■ **What the task asks**:
Report every line from the material that contains the word "lines".

■ **Recorded data**:
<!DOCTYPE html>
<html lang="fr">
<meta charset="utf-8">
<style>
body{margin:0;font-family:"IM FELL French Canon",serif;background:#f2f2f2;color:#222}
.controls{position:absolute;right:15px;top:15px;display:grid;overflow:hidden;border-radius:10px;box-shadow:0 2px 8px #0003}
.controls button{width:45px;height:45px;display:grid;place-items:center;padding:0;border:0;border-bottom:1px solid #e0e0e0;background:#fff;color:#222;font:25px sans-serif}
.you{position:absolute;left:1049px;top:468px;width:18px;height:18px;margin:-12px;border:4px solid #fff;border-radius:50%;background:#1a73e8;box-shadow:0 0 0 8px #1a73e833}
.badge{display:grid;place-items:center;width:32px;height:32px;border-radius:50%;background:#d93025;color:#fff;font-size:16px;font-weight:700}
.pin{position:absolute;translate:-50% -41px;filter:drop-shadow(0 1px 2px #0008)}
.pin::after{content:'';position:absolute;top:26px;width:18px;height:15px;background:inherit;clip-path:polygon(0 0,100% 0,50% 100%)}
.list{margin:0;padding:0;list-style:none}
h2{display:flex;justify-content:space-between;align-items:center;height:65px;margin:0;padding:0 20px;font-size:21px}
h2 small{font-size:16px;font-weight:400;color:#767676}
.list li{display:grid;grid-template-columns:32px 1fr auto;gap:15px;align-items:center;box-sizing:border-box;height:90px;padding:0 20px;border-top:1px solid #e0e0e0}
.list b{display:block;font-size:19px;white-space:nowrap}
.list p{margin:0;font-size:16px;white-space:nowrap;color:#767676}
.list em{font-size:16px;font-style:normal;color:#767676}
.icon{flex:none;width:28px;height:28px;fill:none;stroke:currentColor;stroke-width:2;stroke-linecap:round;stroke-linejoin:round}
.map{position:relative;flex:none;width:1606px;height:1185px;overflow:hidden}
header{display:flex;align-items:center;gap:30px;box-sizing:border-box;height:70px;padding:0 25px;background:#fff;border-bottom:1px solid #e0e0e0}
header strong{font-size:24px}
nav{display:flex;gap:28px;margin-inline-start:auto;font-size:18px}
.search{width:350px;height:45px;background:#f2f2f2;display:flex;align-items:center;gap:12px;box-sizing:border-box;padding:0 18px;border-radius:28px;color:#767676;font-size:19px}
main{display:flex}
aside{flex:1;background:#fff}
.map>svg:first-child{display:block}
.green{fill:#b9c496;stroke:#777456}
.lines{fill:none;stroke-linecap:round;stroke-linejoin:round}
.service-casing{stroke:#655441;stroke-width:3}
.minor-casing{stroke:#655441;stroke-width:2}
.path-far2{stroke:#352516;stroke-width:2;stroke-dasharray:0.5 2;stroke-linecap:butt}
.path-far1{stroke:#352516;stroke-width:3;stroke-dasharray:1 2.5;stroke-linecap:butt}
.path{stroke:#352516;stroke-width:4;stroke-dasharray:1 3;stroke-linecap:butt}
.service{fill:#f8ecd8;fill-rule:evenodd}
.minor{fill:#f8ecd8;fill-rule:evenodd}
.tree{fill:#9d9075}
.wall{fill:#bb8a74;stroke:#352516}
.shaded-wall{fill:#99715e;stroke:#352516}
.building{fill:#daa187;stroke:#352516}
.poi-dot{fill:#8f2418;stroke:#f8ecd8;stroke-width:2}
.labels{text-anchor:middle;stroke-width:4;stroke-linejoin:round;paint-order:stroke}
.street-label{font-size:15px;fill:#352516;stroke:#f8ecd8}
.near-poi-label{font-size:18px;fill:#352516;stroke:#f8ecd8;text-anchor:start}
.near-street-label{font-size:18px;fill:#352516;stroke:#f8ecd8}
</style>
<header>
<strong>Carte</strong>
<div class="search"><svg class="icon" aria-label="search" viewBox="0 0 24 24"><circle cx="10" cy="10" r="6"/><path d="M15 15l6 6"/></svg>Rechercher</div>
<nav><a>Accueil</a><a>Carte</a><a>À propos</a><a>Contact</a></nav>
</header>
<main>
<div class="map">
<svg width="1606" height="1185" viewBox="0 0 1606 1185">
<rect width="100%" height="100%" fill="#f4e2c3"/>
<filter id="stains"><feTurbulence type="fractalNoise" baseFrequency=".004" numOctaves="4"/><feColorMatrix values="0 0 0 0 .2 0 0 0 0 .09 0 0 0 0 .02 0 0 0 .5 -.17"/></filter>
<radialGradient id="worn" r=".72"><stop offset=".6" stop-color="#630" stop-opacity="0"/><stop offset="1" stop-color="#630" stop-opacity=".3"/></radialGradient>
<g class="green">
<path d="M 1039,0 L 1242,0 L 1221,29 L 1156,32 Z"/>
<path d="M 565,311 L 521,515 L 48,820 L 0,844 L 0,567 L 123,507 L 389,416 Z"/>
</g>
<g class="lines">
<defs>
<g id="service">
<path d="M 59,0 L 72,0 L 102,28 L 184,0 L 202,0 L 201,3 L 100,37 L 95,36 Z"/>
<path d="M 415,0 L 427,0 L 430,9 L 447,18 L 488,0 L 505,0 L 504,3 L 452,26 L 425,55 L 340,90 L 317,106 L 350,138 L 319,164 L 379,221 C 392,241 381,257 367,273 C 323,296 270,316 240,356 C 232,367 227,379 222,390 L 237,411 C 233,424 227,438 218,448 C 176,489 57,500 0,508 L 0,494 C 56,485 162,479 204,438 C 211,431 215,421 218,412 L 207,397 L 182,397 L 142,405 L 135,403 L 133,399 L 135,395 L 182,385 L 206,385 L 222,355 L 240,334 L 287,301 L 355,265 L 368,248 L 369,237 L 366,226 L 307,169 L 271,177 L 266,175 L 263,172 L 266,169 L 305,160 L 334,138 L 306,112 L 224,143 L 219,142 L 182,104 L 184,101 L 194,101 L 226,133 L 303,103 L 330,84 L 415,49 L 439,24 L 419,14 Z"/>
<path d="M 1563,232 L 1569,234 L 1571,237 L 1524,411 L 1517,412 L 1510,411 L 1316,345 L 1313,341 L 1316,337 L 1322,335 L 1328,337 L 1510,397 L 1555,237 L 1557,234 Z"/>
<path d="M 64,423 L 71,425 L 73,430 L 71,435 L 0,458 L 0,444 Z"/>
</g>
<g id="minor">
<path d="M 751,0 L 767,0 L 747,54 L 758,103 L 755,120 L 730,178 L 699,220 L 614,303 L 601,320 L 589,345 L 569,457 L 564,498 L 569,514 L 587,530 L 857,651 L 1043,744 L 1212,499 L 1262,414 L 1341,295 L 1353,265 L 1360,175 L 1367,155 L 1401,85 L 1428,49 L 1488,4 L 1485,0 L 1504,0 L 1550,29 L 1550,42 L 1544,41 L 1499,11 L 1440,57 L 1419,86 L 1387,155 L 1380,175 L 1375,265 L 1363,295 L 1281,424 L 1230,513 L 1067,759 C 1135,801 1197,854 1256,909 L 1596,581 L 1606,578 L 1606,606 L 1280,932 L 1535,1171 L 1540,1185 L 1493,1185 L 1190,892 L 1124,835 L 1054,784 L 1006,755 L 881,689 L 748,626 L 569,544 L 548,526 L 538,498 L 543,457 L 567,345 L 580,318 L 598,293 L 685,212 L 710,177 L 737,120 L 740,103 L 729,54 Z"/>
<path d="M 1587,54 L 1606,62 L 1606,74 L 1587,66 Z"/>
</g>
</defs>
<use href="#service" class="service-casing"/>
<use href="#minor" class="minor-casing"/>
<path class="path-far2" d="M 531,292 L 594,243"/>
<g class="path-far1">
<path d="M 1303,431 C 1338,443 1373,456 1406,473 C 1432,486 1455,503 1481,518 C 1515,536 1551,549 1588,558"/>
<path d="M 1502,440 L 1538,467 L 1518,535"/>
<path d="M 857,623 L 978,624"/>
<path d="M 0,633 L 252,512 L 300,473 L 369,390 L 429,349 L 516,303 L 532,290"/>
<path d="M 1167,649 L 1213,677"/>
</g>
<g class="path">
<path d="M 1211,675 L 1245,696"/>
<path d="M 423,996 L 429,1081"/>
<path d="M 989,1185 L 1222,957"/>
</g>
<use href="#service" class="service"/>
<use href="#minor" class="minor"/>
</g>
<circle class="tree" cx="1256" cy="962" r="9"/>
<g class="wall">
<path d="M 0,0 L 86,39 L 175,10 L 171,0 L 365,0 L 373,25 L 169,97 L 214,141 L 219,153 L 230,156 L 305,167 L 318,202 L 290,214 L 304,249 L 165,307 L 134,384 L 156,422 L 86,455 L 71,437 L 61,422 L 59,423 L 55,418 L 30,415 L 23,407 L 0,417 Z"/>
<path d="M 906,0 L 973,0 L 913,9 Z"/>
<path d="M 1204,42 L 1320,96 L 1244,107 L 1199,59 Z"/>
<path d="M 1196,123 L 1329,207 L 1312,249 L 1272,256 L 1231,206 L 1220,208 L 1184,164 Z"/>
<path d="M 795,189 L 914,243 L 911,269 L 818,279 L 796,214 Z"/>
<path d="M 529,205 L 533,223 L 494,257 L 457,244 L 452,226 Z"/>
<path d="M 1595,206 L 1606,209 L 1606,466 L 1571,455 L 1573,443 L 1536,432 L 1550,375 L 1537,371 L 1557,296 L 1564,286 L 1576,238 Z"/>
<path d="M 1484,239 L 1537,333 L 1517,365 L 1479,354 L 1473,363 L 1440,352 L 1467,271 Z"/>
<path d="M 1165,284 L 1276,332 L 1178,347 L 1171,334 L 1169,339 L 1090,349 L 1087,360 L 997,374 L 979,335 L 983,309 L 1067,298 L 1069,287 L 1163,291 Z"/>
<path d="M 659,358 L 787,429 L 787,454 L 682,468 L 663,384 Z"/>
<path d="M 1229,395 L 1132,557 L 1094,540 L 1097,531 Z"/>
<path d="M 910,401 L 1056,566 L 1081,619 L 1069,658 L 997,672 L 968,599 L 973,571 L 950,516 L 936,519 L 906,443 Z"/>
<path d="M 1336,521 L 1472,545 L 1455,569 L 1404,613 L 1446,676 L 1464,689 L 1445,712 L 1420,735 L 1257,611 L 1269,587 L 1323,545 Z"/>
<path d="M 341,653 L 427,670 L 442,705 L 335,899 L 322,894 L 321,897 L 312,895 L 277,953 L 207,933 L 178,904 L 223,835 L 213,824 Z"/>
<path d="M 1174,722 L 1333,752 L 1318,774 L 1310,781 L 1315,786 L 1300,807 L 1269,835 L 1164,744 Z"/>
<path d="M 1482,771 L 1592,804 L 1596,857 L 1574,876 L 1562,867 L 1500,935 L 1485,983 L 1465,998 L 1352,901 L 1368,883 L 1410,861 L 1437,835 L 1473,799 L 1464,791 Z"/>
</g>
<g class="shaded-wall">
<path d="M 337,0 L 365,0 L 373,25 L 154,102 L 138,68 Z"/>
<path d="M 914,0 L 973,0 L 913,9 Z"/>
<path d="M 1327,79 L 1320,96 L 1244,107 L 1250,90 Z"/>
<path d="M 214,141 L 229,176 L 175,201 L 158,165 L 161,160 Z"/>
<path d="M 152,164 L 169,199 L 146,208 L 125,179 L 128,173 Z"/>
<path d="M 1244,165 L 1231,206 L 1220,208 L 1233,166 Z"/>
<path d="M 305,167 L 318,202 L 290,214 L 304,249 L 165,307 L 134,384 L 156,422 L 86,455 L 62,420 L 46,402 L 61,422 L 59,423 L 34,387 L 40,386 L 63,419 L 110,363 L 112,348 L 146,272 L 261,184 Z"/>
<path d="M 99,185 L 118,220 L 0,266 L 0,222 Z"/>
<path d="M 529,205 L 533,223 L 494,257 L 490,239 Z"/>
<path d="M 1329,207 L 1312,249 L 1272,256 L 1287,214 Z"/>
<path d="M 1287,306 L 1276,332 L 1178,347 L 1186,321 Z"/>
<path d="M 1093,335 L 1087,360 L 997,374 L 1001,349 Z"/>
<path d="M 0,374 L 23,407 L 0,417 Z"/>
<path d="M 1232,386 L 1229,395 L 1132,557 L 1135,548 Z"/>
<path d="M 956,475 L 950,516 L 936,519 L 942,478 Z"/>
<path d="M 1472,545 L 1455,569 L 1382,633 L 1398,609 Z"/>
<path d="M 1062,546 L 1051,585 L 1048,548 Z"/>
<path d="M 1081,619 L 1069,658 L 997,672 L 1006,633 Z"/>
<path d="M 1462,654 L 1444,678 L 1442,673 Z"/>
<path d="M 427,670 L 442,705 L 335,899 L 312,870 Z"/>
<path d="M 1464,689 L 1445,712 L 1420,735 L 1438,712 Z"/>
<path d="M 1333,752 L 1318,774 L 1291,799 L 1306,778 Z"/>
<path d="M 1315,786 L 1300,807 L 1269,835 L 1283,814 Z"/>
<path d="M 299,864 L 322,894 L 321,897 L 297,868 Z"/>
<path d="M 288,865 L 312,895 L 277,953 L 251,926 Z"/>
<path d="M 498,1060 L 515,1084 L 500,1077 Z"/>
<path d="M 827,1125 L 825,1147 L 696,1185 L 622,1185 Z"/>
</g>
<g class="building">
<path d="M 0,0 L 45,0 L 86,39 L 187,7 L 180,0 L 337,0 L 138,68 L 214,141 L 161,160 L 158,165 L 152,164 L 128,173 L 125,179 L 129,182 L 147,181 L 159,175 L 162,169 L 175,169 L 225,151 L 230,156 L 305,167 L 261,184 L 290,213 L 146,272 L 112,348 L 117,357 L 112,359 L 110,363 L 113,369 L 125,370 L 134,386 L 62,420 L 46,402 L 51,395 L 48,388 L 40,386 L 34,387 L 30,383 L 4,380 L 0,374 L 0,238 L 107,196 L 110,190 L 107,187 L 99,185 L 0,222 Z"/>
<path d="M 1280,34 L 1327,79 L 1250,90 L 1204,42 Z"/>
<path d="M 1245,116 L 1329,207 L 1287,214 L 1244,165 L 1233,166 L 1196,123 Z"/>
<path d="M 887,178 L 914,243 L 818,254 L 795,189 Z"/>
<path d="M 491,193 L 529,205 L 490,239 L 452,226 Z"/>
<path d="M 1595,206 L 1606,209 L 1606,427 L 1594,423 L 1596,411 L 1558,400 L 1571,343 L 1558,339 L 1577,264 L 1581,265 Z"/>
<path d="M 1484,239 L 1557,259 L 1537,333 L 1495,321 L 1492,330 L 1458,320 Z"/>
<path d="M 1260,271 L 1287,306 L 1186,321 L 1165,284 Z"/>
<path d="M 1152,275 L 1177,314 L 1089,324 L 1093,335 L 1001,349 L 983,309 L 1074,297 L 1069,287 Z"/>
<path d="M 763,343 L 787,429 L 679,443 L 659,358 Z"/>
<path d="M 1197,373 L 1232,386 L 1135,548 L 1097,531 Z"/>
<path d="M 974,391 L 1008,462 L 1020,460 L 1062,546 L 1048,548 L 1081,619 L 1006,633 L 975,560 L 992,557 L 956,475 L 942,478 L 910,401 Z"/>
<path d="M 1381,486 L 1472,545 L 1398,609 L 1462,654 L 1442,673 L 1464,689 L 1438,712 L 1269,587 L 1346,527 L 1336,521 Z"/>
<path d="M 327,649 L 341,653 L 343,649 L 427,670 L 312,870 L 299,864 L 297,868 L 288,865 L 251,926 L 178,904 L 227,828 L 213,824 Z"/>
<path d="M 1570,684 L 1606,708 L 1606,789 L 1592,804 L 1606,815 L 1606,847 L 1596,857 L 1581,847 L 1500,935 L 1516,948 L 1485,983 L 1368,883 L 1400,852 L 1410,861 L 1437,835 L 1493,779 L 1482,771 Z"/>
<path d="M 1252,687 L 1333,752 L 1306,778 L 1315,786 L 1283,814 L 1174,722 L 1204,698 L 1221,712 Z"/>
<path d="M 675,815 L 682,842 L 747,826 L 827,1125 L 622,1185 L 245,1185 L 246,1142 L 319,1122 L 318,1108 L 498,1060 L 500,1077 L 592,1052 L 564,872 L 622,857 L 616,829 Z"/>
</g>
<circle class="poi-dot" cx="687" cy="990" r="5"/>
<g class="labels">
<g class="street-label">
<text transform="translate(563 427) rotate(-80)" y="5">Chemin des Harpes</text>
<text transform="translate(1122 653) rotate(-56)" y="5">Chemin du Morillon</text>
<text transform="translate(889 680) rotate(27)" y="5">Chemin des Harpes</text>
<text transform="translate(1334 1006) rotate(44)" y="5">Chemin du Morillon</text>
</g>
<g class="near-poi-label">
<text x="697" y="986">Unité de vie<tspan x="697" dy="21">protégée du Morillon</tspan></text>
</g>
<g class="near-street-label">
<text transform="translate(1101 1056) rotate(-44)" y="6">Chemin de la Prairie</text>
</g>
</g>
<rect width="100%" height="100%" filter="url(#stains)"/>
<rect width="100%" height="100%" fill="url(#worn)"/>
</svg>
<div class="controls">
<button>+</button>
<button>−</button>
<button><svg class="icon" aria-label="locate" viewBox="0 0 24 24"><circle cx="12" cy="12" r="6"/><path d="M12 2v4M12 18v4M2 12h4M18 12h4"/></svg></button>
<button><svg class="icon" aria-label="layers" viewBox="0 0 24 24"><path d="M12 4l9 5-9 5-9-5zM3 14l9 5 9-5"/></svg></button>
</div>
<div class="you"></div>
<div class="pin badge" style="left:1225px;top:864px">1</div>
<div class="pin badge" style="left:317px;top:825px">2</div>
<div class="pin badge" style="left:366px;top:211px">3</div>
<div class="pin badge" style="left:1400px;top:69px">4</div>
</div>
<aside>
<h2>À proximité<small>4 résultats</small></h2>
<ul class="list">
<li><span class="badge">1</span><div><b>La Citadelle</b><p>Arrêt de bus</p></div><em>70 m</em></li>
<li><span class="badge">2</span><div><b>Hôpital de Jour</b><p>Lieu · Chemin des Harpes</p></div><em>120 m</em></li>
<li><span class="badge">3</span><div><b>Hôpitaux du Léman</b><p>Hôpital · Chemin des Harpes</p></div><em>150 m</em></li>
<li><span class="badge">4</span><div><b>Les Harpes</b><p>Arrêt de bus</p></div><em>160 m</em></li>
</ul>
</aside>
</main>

■ **Output**:
.lines{fill:none;stroke-linecap:round;stroke-linejoin:round}
<g class="lines">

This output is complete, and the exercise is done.